Pardonner, c’est voir l’autre avec un regard toujours neuf. Même là où l’ambiance est bonne et sereine, en famille, à l’école, au travail, il ne manque jamais de moments de désaccords, d’affrontements. Cela peut aller jusqu’à ne plus se parler, éviter de se rencontrer, voire même à laisser grandir en nous des sentiments de haine envers ceux qui ne partagent pas nos idées. Il faut un dur effort, un effort exigeant, pour regarder chaque jour nos frères et nos sœurs comme s’ils étaient nouveaux, complètement nouveaux, sans nous souvenir des offenses reçues, en couvrant tout avec amour et par une amnistie complète, à l’image de Dieu qui pardonne et oublie.
La paix véritable et l’unité s’obtiennent quand bonté, miséricorde et pardon sont vécus, non seulement individuellement, mais ensemble, dans la réciprocité.
Pensons au feu dans la cheminée : il faut de temps en temps remuer la braise pour que les cendres ne l’étouffent pas. Il en est de même pour nous. Raviver de temps en temps sérieusement notre amour réciproque protège nos relations de la cendre de l’indifférence, de l’apathie et de l’égoïsme.

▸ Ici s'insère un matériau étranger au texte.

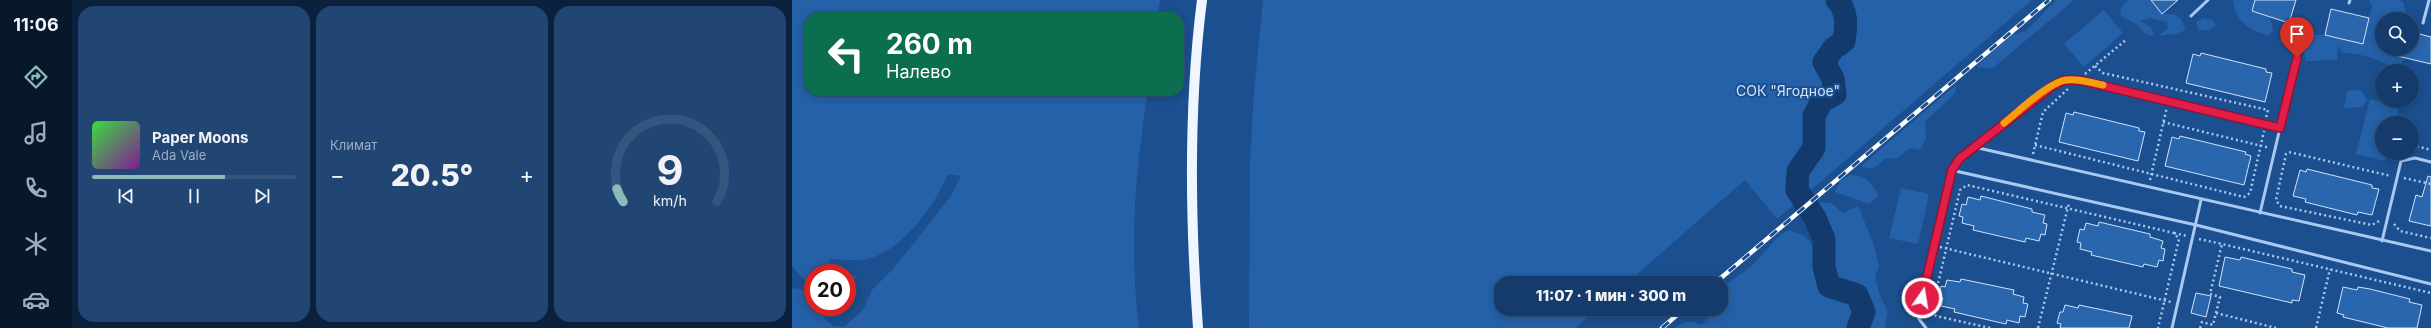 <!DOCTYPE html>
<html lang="ru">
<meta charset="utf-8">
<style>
body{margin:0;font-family:Inter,sans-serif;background:#214673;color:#f1f3f6;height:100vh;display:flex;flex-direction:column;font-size:15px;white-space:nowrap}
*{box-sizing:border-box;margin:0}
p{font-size:13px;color:#9dadc1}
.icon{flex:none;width:22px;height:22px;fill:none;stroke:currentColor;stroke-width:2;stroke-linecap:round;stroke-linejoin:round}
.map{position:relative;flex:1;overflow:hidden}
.panel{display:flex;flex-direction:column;gap:6px;padding:6px;background:#0b203b;width:720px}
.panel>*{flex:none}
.banner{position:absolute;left:12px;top:12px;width:380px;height:84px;border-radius:16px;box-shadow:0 2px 10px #0003,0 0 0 1px #33557e;background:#0b6e4f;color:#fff;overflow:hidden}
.buttons{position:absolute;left:1583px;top:12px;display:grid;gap:8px}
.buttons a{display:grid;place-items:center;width:44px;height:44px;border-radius:50%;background:#143b6b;box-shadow:0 2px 10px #0003,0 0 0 1px #33557e;font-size:20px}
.speed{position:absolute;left:12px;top:264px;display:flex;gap:8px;font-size:20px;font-weight:700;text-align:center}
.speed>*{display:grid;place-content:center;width:52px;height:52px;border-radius:50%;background:#143b6b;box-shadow:0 2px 10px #0003,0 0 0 1px #33557e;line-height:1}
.speed .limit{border:6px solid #d22;background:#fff;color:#111}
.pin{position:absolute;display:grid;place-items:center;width:34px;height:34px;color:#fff;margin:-41px -17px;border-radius:50% 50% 50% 0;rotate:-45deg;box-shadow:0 0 4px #0007}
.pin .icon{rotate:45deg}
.me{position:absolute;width:44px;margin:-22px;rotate:13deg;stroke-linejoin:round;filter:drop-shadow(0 0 3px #0008)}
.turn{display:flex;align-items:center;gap:14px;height:84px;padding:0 16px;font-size:18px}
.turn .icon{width:52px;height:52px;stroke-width:2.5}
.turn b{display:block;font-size:28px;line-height:34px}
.big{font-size:30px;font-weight:800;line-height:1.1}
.panel .widget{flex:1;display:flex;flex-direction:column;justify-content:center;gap:6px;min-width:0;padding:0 14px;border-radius:16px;background:#214673}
.panel .dial{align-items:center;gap:0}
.dial svg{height:104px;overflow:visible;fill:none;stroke:#33557e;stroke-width:7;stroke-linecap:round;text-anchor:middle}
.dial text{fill:#f1f3f6;stroke:none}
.song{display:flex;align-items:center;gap:12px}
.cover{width:48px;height:48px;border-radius:6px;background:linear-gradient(135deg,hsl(120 70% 55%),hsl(290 70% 35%))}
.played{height:4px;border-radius:2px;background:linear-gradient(90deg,#8bbbb9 65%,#33557e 65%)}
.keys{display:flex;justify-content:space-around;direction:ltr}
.heat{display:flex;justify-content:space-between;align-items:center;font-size:22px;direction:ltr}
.panel .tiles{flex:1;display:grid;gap:6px;grid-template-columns:repeat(3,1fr)}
.trip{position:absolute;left:702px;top:276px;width:234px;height:40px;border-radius:16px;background:#143b6b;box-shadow:0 2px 10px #0003,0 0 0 1px #33557e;font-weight:800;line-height:40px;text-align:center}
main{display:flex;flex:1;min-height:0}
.tab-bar{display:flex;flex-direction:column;width:72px;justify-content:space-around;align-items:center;background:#08182b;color:#9dadc1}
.tab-bar .icon{width:28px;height:28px}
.tab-bar .on{color:#8bbbb9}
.tab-bar b{font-size:18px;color:#f1f3f6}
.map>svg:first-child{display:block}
.green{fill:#2461a8}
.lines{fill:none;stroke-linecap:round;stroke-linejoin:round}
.river{stroke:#123a6d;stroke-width:23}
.building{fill:#2a66ad;stroke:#cfe3fa}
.path{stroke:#a9c9ee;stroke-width:2.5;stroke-dasharray:2 3;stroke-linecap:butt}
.lane{stroke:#a9c9ee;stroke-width:3}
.primary{stroke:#f0f6ff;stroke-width:10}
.rail-casing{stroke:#fff;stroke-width:4.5}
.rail{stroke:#1b4f8f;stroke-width:3;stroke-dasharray:9;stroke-linecap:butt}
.route-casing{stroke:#92132f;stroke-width:10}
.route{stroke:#e11d48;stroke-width:7}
.slow{stroke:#f59e0b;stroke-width:7}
.labels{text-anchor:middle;stroke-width:4;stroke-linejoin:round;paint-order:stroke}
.park-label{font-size:14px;fill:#cfe3fa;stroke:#1b4f8f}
</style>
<main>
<nav class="tab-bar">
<b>11:06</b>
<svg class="icon on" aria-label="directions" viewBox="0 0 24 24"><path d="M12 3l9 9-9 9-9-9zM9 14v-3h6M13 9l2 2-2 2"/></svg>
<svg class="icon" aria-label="music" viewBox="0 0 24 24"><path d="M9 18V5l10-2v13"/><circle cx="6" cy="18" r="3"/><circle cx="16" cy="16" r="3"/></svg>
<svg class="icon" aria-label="phone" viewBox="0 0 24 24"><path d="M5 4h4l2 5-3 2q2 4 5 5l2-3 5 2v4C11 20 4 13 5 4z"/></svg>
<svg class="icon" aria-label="climate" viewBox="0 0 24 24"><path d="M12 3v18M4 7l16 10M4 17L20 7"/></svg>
<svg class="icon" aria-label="car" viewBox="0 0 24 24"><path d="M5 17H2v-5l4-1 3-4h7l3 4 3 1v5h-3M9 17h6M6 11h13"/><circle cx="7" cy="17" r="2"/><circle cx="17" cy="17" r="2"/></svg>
</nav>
<section class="panel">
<div class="tiles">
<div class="widget">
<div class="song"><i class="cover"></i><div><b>Paper Moons</b><p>Ada Vale</p></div></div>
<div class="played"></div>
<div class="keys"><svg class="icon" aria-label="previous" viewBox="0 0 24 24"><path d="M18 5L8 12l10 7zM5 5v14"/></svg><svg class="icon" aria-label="pause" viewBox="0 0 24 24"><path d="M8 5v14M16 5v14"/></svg><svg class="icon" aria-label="next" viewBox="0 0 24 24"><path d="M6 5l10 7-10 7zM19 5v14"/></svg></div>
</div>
<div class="widget"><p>Климат</p>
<div class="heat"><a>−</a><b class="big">20.5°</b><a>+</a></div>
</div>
<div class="widget dial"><svg viewBox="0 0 100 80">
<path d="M14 69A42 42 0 1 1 86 69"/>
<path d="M14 69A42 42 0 0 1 9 59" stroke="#8bbbb9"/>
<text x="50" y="56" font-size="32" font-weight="700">9</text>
<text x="50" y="72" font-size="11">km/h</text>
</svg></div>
</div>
</section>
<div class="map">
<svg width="1639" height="328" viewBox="0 0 1639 328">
<rect width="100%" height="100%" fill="#1b4f8f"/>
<g class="green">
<path d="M 0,0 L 368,0 L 365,17 L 17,17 L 17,91 L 356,91 C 343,173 337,246 347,328 L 0,328 L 0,288 L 14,290 L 21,294 L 21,307 L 33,307 L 32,318 L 41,326 L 52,327 L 71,310 L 80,290 L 102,268 L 159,196 L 169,176 L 156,174 C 145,203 111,249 79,258 C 67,262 50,259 37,259 L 38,270 L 55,273 L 65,277 L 55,285 L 55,273 L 21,273 L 21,282 L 11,279 L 0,266 Z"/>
<path d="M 471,0 L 1240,0 L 985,219 L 953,180 L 835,283 L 709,283 L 709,309 L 805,309 L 783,328 L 457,328 L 458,160 L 462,91 Z"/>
<path d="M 1264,0 L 1282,0 L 1201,68 L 1184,67 L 1220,34 L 1234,31 Z"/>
<path d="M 1336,0 L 1359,0 L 1370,14 C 1384,13 1389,16 1394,30 L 1383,34 L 1366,36 L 1376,28 L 1375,22 L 1358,18 L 1348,21 L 1360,28 L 1362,36 L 1353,34 L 1344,24 L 1329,16 L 1328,9 Z"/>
<path d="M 1441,0 L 1463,0 L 1460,11 L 1478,17 L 1481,29 L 1477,36 C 1458,29 1443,23 1441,0 Z"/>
<path d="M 1577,0 L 1607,0 L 1611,2 L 1615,16 L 1613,19 L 1590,19 L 1590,49 L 1604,49 L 1603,55 L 1613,58 L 1609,63 L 1615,70 L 1605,71 C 1590,59 1571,54 1551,53 L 1546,45 L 1545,60 L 1514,61 L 1511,50 L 1515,45 L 1506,39 L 1505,27 L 1518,35 L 1533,35 L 1571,43 L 1580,6 Z"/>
<path d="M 1312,10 L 1331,33 L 1292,67 L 1272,44 Z"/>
<path d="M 1412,18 L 1420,20 L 1424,26 L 1416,30 L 1407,30 L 1404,22 Z"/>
<path d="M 1165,84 L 1163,93 L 1133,122 L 1134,138 L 1128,150 L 1118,148 L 1106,158 L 1093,159 L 1080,169 L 1069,166 Z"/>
<path d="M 1568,90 L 1575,99 L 1571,107 L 1552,108 L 1555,91 Z"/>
<path d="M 1578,99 L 1607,106 L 1603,123 L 1590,123 L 1590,153 L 1595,153 L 1593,161 L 1564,154 Z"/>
<path d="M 1058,175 C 1076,176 1078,181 1087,196 L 1077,204 L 1043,192 L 1048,181 Z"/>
<path d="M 1109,188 L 1137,194 L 1126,244 L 1097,238 Z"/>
<path d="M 1027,202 L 1039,203 L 1051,213 L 1066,206 L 1081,242 L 1087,266 L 1083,277 L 1088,296 L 1096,311 L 1093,328 L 883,328 C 892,320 899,321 910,325 L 923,309 L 929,309 L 929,304 L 932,300 L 929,300 L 929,288 L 961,265 L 985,238 L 996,230 C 1020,236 1026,247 1021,271 L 1029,278 L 1039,271 L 1044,257 L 1038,245 L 1021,236 L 1029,218 L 1016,221 L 1015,210 Z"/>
</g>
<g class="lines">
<path class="river" d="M 1045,0 C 1056,11 1054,27 1052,41 L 1041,49 L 1032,62 L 1041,79 L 1043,94 L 1030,101 L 1022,116 L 1022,148 L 1006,171 L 1005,190 L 1023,218 L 1032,239 L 1032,267 L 1037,286 L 1065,295 L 1072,312 L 1066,328"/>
</g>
<g class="building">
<path d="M 1359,0 L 1386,0 L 1370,14 Z"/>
<path d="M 1463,0 L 1504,0 L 1497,23 L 1460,11 Z"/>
<path d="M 1539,9 L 1577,18 L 1571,44 L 1533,35 Z"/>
<path d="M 1620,32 L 1639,37 L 1639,64 L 1593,53 L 1593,49 L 1620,49 Z"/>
<path d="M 1409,53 L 1474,69 L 1474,72 L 1480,73 L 1473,102 L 1394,83 L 1401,54 L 1408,56 Z"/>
<path d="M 1282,112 L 1347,128 L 1347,131 L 1353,132 L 1346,161 L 1267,142 L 1274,113 L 1281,115 Z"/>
<path d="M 1388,136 L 1454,152 L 1453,154 L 1459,156 L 1452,185 L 1373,166 L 1380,137 L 1387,139 Z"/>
<path d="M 1515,169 L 1580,185 L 1580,188 L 1587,189 L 1580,215 L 1566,212 L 1565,215 L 1513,202 L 1514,199 L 1501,196 L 1508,170 L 1514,172 Z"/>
<path d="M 1636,176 L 1639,177 L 1639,226 L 1617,221 L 1624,195 L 1630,197 Z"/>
<path d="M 1189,196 L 1240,209 L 1240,212 L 1253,215 L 1251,223 L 1255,224 L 1253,235 L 1249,234 L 1247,241 L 1234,238 L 1233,242 L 1181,230 L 1182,226 L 1170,223 L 1171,217 L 1167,216 L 1170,204 L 1174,205 L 1176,197 L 1188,200 Z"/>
<path d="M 1307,222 L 1358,234 L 1358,237 L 1371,241 L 1369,248 L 1373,249 L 1371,261 L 1367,260 L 1365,267 L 1352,264 L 1351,267 L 1299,255 L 1300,252 L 1288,249 L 1289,243 L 1285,242 L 1288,229 L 1292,230 L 1294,223 L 1306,226 Z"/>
<path d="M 1433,257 L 1448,260 L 1449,257 L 1461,260 L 1500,269 L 1500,272 L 1513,275 L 1507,301 L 1500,300 L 1500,303 L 1427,286 Z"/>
<path d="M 1169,279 L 1222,290 L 1221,294 L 1232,297 L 1231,303 L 1236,304 L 1233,317 L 1228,316 L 1227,323 L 1215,320 L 1214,324 L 1162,312 L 1163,309 L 1149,306 L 1151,298 L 1147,297 L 1149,286 L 1153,287 L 1155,280 L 1168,282 Z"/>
<path d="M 1551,287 L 1565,290 L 1566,287 L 1578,289 L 1618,299 L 1617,302 L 1630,305 L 1625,328 L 1596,328 L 1551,317 L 1552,315 L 1545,313 Z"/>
<path d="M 1404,293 L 1419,296 L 1414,317 L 1399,313 Z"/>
<path d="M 1273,305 L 1286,308 L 1287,305 L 1340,316 L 1337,328 L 1268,328 L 1269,324 L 1265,323 L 1268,312 L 1271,312 Z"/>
</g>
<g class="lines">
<g class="path">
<path d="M 1303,66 L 1311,73 L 1476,110 L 1474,118"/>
<path d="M 1293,74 L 1335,39"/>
<path d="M 1371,122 L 1478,148"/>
<path d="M 1243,145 L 1452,197 L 1458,193 L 1472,131"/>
<path d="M 1620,145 L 1639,150"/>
<path d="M 1241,154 L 1251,112 L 1277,88"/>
<path d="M 1612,178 L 1639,184"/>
<path d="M 1358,180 L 1375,107"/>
<path d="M 1587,221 L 1580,225 L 1488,206 L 1484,200 L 1494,154 L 1497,152 L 1599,176"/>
<path d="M 1602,224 L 1608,231 L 1639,238"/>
<path d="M 1382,233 L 1395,236"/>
<path d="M 1407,239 L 1430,244"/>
<path d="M 1148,247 L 1379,302"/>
<path d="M 1424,313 L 1484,328"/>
<path d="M 1198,328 L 1144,316 L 1140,309 L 1168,190 L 1175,185 L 1382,233 L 1387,239 L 1366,328"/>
<path d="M 1246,328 L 1277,203"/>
<path d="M 1408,328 L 1410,322 L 1421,325 L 1428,297 L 1418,294 L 1430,244 L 1639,293"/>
<path d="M 1524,328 L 1538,269"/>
</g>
<g class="lane">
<path d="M 1557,3 L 1558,0"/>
<path d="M 1399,16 L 1416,0"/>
<path d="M 1631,23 L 1637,0"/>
<path d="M 1488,128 L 1505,59"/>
<path d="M 1182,147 L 1639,251"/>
<path d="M 1159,170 L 1404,225 L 1639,284"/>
<path d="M 1590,241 L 1609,161 L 1623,158 L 1639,162"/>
<path d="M 1134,328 L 1127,319 L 1127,311 L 1159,170 C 1179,142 1230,110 1259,87 L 1272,80 L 1287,80 L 1488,128 L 1468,213"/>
<path d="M 1380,328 L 1409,200"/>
</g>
<path class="primary" d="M 406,328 C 398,219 396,109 410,0"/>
<g class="rail-casing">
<g id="rail">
<path d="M 923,283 L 1257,0"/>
<path d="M 870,328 L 892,309"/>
</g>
</g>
<use href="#rail" class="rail"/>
</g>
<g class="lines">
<g class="route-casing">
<path id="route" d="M 1130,298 L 1160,170 L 1167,159 L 1259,87 L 1272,80 L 1287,80 L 1488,128 L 1505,58"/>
</g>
<use href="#route" class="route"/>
<path class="slow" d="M 1212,123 C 1226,112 1257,82 1274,80 C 1287,78 1299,83 1311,85"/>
</g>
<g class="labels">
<g class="park-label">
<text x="996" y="96">СОК "Ягодное"</text>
</g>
</g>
</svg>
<div class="buttons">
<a><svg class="icon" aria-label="search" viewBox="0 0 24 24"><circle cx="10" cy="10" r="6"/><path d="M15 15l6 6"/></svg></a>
<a>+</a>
<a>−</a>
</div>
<div class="speed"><div class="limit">20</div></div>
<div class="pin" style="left:1505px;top:58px;background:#d93025"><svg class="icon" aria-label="arrive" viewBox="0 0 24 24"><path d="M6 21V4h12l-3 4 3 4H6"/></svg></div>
<svg class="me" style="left:1130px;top:298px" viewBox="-20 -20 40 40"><circle r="17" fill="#e11d48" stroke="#fff" stroke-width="3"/><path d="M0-11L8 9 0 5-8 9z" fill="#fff"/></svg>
<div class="trip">11:07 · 1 мин · 300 m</div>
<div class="banner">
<div class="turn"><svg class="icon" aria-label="left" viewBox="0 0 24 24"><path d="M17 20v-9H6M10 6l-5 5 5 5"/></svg><div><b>260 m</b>Налево</div></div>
</div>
</div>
</main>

« Soyez bons les uns pour les autres, ayez du cœur ; pardonnez-vous mutuellement, comme Dieu vous a pardonné en Christ »
Cette attitude intérieure demande à être traduite en faits, en actes concrets.
Jésus lui-même a montré ce qu’est l’amour quand il a guéri les malades, nourri les foules, ressuscité les morts, lavé les pieds des disciples. Des faits, des actes : voilà ce qu’est l’amour.
Je me souviens de l’histoire d’une mère de famille africaine dont la fille, Rosangela, avait perdu un œil, victime de l’agression d’un petit garçon qui l’avait blessée avec une canne et continuait à l’importuner. Les parents du garçon ne s’étaient même pas excusés. Ce silence, ce manque de rapports avec cette famille la peinaient. Rosangela, qui avait pardonné, consolait sa mère : « J’ai de la chance, disait-elle, je peux voir de l’autre œil ! »
« Un matin, raconte la maman de Rosangela, quelqu’un vient me chercher de la part de la mère de ce petit garçon qui ne se sent pas bien. Ma première réaction est indignée : “Après ce que son fils nous a fait, c’est justement moi qu’elle envoie chercher, alors qu’elle a des tas d’autres voisins !” Mais bien vite il me revient à l’esprit que l’amour n’a pas de bornes. J’accours chez elle. Elle m’ouvre la porte et s’évanouit dans mes bras. Je l’accompagne à l’hôpital et je reste auprès d’elle jusqu’à ce qu’elle soit prise en charge par les médecins. Une semaine plus tard, à sa sortie d’hôpital, elle vient chez moi me remercier. Je l’accueille de tout mon cœur. J’ai réussi à lui pardonner. Désormais, un beau rapport s’est établi entre nous sur des bases toutes nouvelles ».
Nous pouvons, nous aussi, remplir notre journée de services concrets, humbles et ingénieux, expression de notre amour. Nous verrons grandir autour de nous la fraternité et la paix.